**PROBLEM STATEMENT:** Using the entries below, show all lines with the string "roads".

------------

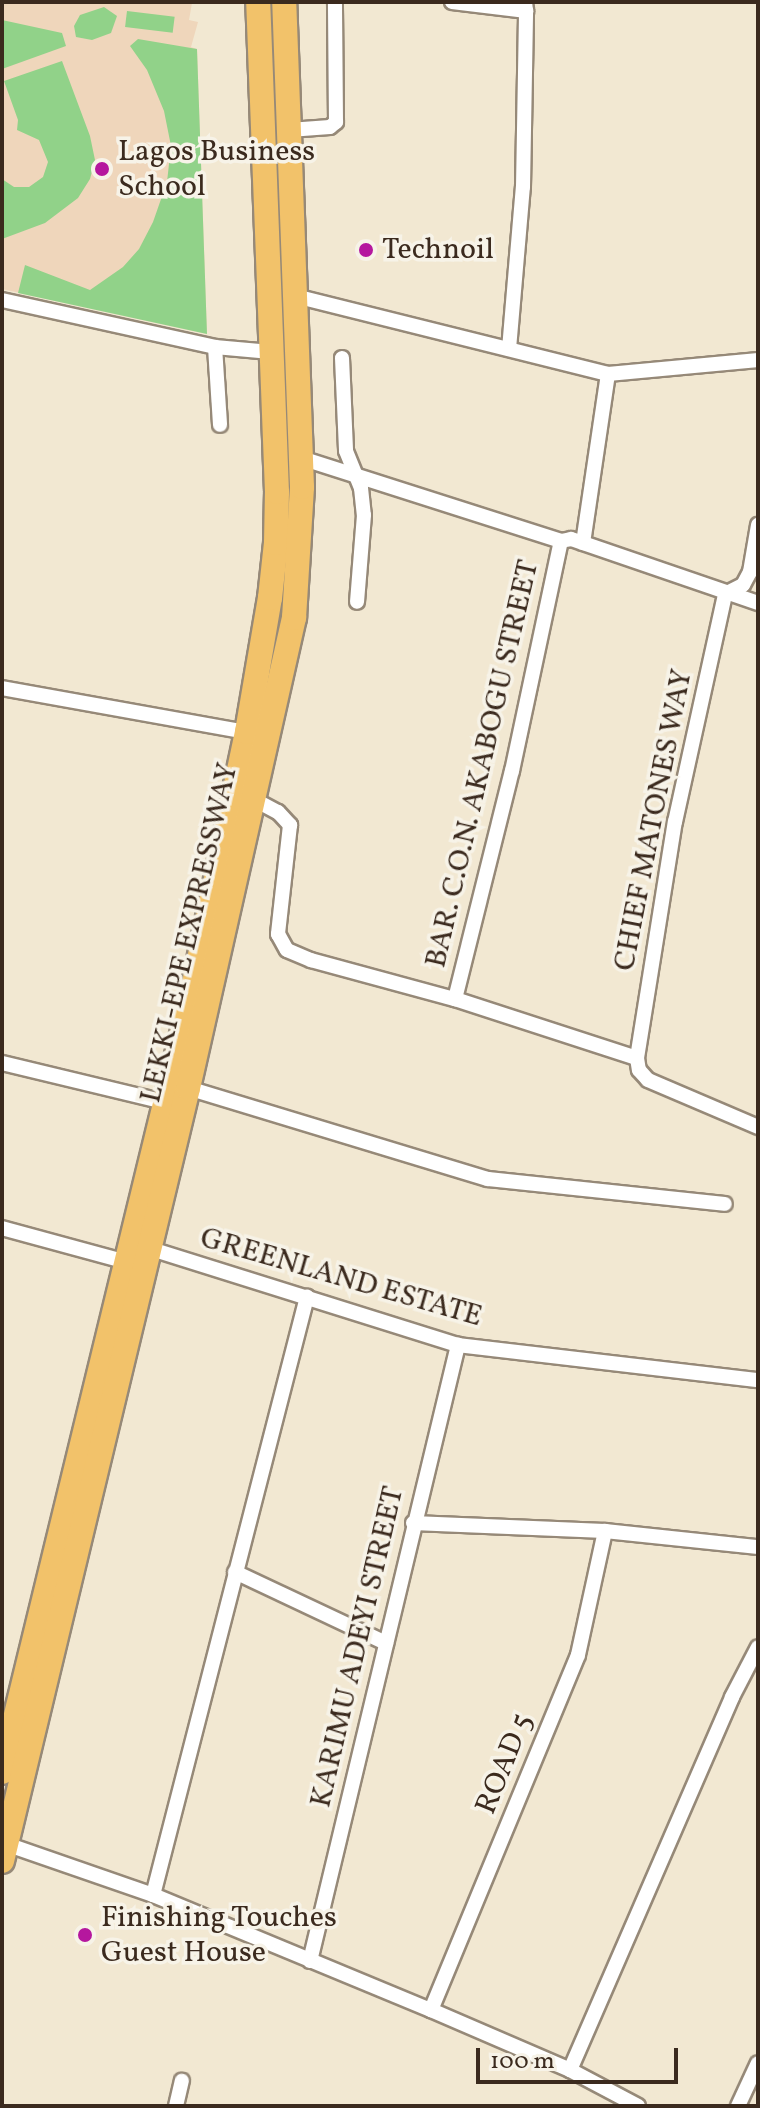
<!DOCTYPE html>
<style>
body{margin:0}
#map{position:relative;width:760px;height:2108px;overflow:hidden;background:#f2e8d2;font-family:Vollkorn,serif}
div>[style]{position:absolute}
.built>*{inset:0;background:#efd6bb}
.green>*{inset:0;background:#91d289;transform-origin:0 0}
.roads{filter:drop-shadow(2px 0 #968978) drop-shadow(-2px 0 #968978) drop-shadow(0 2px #968978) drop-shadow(0 -2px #968978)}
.minor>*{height:14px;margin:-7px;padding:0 7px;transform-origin:7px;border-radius:7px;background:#fff}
.trunk>*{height:24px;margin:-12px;padding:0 12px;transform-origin:12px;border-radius:12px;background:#f2c26a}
.dots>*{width:22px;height:22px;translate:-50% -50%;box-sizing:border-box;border:4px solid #f7f3e8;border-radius:50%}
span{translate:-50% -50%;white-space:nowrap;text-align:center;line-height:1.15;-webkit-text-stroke:7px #f7f3e8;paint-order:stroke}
.poi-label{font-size:30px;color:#3b2a1e}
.left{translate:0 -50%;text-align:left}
.street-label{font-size:30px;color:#3b2a1e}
.frame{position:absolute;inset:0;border:4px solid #3b2a1e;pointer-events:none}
.scale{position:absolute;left:476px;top:2048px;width:202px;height:36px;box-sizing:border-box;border:4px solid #3b2a1e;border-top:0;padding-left:10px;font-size:24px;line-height:28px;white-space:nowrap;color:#3b2a1e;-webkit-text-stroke:6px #f7f3e8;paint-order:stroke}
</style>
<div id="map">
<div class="built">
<i style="clip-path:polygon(2px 2px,192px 3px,189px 20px,198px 22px,191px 47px,197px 49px,207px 334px,2px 289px)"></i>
</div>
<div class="green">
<i style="clip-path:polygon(104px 7px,117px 16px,111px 33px,92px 40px,76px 37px,74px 26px,80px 15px)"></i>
<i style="left:127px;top:11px;width:48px;height:16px;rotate:7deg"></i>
<i style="clip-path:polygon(2px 20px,62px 33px,66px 46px,2px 69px)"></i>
<i style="clip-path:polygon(138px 39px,197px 49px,207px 334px,18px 293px,25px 265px,90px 290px,123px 267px,139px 249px,153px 222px,167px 182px,171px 146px,164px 111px,147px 70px,130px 46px)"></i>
<i style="clip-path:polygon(62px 61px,90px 136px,95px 160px,90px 179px,78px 198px,45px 223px,2px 239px,2px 179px,14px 187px,29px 187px,43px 177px,48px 162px,39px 140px,17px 130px,18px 120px,4px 81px)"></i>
</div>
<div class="roads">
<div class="minor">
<i style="left:452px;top:2px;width:75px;rotate:6.9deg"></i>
<i style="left:526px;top:11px;width:9px;rotate:-96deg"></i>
<i style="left:289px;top:130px;width:41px;rotate:-4.2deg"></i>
<i style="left:330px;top:127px;width:8px;rotate:-40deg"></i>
<i style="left:336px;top:122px;width:120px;rotate:-90.5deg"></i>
<i style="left:295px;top:296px;width:323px;rotate:14deg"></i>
<i style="left:608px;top:374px;width:151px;rotate:-5.3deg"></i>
<i style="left:2px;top:300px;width:218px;rotate:12.4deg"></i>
<i style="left:215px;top:347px;width:56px;rotate:5.1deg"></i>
<i style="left:215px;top:347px;width:78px;rotate:86.3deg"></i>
<i style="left:509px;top:349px;width:163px;rotate:-85.1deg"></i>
<i style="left:523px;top:187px;width:176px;rotate:-89deg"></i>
<i style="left:342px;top:358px;width:93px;rotate:87.5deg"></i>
<i style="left:346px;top:451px;width:40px;rotate:68deg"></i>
<i style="left:361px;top:488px;width:27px;rotate:84deg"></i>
<i style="left:364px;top:515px;width:87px;rotate:94.6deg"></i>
<i style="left:301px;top:458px;width:273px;rotate:17.7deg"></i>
<i style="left:561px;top:541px;width:10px;rotate:-11deg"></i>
<i style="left:571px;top:539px;width:198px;rotate:18.9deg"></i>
<i style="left:583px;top:543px;width:171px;rotate:-81.6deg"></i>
<i style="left:2px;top:688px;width:249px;rotate:10.2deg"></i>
<i style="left:255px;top:800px;width:26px;rotate:28deg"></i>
<i style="left:278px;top:812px;width:18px;rotate:47deg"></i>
<i style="left:290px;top:825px;width:110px;rotate:96.3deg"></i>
<i style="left:278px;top:934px;width:18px;rotate:61deg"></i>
<i style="left:287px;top:950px;width:26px;rotate:23deg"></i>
<i style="left:311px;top:960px;width:149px;rotate:15.2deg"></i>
<i style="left:455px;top:999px;width:191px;rotate:18deg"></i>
<i style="left:637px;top:1058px;width:12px;rotate:81deg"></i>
<i style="left:639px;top:1070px;width:13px;rotate:48deg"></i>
<i style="left:648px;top:1080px;width:120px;rotate:23.1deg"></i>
<i style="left:455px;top:999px;width:235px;rotate:-76deg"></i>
<i style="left:512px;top:771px;width:235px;rotate:-78deg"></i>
<i style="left:637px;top:1058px;width:239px;rotate:-80.9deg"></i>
<i style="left:675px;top:822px;width:233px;rotate:-77.6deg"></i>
<i style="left:725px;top:594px;width:20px;rotate:-27deg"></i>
<i style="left:743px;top:585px;width:15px;rotate:-62deg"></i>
<i style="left:750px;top:572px;width:48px;rotate:-80.3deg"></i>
<i style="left:2px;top:1063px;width:168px;rotate:13.5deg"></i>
<i style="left:188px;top:1088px;width:313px;rotate:16.9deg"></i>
<i style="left:488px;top:1179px;width:238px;rotate:6deg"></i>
<i style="left:2px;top:1228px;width:130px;rotate:15.2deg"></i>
<i style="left:148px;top:1248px;width:325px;rotate:17.4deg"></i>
<i style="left:458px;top:1345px;width:302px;rotate:6.7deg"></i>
<i style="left:413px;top:1523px;width:192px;rotate:2.4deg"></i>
<i style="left:605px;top:1531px;width:154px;rotate:6deg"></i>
<i style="left:235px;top:1572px;width:167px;rotate:25.2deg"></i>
<i style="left:6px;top:1844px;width:156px;rotate:19.1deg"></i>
<i style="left:153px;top:1895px;width:301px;rotate:22.5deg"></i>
<i style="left:431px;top:2010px;width:151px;rotate:23.3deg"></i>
<i style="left:570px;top:2070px;width:77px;rotate:27.9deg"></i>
<i style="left:153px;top:1895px;width:618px;rotate:-75.56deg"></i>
<i style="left:310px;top:1961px;width:634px;rotate:-76.49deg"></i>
<i style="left:431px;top:2010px;width:384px;rotate:-67.5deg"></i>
<i style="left:578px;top:1655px;width:127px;rotate:-77.7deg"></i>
<i style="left:570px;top:2070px;width:407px;rotate:-66.5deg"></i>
<i style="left:732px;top:1697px;width:56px;rotate:-62.5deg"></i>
<i style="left:176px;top:2106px;width:26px;rotate:-77deg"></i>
<i style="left:738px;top:2106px;width:47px;rotate:-65.1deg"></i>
</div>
<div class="trunk">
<i style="left:2px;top:1772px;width:802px;rotate:-76.29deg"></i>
<i style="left:192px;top:993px;width:267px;rotate:-78.1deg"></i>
<i style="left:247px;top:732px;width:136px;rotate:-80.3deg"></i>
<i style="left:270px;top:598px;width:55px;rotate:-83.8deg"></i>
<i style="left:276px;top:543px;width:51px;rotate:-88.9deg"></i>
<i style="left:277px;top:492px;width:490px;rotate:-92.2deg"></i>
<i style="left:2px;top:1861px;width:795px;rotate:-76.47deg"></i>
<i style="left:188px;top:1088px;width:482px;rotate:-77.3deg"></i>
<i style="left:294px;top:618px;width:131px;rotate:-86.5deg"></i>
<i style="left:302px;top:487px;width:485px;rotate:-92.1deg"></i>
</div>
</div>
<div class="dots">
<i style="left:102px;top:169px;background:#b5179e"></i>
<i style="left:366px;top:250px;background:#b5179e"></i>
<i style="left:85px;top:1935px;background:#b5179e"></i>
</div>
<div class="poi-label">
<span class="left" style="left:118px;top:169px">Lagos Business<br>School</span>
<span class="left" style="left:382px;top:250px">Technoil</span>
<span class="left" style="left:101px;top:1935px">Finishing Touches<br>Guest House</span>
</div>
<div class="street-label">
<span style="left:483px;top:764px;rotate:-77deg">BAR. C.O.N. AKABOGU STREET</span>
<span style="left:654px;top:820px;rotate:-79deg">CHIEF MATONES WAY</span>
<span style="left:190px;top:933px;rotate:-77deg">LEKKI-EPE EXPRESSWAY</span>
<span style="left:341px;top:1278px;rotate:16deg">GREENLAND ESTATE</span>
<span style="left:358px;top:1647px;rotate:-77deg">KARIMU ADEYI STREET</span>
<span style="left:505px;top:1764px;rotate:-68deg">ROAD 5</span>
</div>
<div class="frame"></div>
<div class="scale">100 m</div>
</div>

------------

**ANSWER SPACE:**
.roads{filter:drop-shadow(2px 0 #968978) drop-shadow(-2px 0 #968978) drop-shadow(0 2px #968978) drop-shadow(0 -2px #968978)}
<div class="roads">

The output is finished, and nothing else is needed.